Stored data
····················

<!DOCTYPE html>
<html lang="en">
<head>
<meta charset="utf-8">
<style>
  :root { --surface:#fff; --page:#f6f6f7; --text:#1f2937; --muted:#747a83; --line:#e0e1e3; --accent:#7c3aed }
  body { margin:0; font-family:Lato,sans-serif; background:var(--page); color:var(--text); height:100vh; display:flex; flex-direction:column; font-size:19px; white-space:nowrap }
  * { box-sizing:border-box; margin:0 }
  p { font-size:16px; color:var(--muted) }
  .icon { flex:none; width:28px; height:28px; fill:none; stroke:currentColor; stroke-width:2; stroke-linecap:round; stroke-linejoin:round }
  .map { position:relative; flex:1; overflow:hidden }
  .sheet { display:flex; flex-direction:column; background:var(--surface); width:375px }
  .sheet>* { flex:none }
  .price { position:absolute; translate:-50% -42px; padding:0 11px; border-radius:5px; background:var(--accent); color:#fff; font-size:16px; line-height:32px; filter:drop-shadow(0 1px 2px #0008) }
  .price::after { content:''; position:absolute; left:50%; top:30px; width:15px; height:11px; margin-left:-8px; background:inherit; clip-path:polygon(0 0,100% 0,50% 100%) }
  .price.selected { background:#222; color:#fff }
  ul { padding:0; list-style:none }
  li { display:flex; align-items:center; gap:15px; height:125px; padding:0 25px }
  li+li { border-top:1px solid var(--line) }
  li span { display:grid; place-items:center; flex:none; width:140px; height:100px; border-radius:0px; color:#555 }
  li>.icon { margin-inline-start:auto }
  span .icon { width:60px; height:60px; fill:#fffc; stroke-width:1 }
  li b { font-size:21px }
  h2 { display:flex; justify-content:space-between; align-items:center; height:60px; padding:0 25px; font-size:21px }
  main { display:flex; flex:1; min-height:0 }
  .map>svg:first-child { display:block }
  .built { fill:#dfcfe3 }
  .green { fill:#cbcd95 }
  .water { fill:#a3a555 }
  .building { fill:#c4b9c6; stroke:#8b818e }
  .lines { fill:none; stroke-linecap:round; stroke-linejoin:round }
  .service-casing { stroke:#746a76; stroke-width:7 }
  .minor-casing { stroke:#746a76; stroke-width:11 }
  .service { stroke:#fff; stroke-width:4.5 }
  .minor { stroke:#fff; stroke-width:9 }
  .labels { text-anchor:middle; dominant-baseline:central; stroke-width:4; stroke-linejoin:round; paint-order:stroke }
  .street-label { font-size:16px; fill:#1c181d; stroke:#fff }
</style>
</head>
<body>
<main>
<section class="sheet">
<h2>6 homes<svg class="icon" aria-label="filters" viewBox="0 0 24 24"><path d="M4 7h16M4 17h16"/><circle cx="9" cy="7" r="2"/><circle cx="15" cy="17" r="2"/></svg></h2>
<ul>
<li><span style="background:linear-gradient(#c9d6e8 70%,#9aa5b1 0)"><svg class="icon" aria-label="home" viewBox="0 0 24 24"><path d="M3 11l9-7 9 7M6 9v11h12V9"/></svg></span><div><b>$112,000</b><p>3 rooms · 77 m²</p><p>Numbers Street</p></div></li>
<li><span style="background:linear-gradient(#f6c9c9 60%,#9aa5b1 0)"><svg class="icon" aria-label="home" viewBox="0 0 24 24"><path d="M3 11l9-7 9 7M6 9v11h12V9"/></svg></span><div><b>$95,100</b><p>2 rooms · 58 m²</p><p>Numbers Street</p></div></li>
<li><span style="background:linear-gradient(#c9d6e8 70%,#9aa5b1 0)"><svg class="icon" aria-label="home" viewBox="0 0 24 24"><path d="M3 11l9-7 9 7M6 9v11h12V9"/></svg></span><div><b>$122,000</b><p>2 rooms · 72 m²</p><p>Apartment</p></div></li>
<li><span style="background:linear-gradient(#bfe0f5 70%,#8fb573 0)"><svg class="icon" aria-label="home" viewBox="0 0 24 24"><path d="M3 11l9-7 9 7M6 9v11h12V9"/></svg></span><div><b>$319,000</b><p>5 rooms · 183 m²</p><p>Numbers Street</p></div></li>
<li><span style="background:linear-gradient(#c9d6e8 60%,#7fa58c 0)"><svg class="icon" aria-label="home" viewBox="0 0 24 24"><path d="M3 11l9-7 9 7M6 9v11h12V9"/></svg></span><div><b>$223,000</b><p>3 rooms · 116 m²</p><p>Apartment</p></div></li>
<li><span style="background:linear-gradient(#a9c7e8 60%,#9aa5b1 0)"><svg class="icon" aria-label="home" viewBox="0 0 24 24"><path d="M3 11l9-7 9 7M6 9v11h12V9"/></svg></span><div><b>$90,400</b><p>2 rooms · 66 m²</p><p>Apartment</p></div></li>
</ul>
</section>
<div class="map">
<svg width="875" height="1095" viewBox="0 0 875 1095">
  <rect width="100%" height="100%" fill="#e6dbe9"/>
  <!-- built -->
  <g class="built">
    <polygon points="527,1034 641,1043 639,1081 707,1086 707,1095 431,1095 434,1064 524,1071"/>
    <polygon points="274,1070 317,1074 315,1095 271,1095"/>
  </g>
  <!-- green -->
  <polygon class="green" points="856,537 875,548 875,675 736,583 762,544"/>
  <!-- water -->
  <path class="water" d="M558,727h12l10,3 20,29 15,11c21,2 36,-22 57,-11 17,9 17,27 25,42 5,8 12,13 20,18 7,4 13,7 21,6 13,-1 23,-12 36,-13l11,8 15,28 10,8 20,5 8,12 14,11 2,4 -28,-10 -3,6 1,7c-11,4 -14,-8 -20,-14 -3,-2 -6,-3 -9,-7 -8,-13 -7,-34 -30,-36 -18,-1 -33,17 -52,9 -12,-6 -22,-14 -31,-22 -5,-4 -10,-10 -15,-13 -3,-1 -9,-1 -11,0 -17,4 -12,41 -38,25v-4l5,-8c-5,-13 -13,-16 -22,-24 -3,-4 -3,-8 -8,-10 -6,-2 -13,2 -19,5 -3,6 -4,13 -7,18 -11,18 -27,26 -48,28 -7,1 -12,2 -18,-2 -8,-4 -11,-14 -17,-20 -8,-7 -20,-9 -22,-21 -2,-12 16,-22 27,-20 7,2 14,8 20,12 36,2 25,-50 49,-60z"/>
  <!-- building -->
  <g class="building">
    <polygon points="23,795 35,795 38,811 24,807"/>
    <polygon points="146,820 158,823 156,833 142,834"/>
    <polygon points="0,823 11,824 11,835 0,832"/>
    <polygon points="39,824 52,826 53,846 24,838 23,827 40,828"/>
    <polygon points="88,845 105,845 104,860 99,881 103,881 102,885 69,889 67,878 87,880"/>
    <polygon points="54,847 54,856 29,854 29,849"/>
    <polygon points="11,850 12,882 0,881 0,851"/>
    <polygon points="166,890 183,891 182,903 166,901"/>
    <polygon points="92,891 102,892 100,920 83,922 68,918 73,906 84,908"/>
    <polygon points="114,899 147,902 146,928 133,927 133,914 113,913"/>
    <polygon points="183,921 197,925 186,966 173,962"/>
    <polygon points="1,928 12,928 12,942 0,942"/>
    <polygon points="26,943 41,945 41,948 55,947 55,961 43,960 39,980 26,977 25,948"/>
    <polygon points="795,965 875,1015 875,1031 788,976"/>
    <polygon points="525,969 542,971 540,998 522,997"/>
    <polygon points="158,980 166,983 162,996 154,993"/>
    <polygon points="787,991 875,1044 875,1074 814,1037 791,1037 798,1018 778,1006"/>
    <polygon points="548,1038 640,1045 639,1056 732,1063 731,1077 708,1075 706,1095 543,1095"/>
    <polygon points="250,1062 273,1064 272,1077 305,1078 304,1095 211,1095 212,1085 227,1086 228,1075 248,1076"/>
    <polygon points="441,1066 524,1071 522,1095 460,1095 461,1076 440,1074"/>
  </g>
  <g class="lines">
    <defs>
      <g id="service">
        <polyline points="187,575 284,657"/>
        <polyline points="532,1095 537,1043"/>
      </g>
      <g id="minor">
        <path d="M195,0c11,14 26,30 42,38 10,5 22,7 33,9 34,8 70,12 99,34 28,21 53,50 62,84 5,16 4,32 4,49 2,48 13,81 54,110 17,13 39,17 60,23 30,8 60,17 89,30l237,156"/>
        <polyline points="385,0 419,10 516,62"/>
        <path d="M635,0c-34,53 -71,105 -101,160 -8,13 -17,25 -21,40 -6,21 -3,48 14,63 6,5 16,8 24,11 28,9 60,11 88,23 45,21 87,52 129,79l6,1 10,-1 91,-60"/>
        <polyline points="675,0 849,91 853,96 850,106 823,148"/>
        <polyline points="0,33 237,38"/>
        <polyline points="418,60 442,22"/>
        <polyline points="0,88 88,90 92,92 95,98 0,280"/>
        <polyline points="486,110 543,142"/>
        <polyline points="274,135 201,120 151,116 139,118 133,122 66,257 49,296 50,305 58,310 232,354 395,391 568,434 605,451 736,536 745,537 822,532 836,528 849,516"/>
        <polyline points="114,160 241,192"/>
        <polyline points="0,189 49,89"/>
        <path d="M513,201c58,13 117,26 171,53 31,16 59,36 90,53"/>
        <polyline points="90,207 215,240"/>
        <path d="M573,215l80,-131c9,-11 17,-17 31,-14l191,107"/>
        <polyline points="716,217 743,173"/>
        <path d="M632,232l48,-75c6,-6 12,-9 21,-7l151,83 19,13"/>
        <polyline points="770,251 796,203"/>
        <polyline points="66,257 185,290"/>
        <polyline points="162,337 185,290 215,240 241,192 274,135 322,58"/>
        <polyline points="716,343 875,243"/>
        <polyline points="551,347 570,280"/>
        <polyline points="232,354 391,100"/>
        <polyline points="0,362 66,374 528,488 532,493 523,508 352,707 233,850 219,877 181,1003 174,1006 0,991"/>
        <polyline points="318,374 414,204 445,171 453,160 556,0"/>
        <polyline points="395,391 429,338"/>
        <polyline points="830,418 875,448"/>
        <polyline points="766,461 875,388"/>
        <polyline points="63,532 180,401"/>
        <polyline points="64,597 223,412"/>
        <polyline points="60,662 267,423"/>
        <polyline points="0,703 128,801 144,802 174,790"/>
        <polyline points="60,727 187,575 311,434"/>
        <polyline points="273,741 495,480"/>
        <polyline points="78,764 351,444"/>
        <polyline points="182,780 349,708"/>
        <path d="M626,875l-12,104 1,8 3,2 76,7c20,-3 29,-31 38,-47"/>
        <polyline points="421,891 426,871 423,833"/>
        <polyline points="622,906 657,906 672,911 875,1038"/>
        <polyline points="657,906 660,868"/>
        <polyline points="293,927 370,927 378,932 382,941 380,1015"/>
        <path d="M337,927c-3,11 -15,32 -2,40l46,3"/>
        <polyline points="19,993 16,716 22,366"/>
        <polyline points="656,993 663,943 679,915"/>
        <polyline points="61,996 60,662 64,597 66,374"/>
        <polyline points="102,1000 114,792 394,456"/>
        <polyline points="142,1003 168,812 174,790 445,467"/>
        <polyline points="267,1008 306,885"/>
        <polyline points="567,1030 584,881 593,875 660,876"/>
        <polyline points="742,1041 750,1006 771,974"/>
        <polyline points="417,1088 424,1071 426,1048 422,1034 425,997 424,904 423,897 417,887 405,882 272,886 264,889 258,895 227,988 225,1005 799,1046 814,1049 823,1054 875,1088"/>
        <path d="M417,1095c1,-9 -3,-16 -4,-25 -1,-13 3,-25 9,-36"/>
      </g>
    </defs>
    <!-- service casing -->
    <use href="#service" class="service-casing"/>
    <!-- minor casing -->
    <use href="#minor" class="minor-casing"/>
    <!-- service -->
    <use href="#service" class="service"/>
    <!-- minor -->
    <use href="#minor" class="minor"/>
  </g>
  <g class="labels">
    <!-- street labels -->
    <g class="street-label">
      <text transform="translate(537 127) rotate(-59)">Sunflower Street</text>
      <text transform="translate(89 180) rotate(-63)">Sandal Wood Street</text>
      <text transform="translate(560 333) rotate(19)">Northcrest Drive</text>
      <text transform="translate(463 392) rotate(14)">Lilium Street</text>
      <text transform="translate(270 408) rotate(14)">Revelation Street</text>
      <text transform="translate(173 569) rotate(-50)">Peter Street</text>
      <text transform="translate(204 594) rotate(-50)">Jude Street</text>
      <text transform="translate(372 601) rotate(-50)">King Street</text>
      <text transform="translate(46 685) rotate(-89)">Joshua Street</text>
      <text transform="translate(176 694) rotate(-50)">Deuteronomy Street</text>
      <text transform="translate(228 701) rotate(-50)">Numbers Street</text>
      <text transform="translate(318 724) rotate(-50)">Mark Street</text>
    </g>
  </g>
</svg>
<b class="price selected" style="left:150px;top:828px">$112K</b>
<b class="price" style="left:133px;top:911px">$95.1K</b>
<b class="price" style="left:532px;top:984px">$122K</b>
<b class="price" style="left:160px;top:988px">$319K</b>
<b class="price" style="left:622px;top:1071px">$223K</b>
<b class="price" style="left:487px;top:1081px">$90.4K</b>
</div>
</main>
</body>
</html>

····················

* ABOUT THIS TASK:
If a line contains the word "direction", count it; give the total for the entries above and nothing else.

* EXERCISE RESPONSE:
2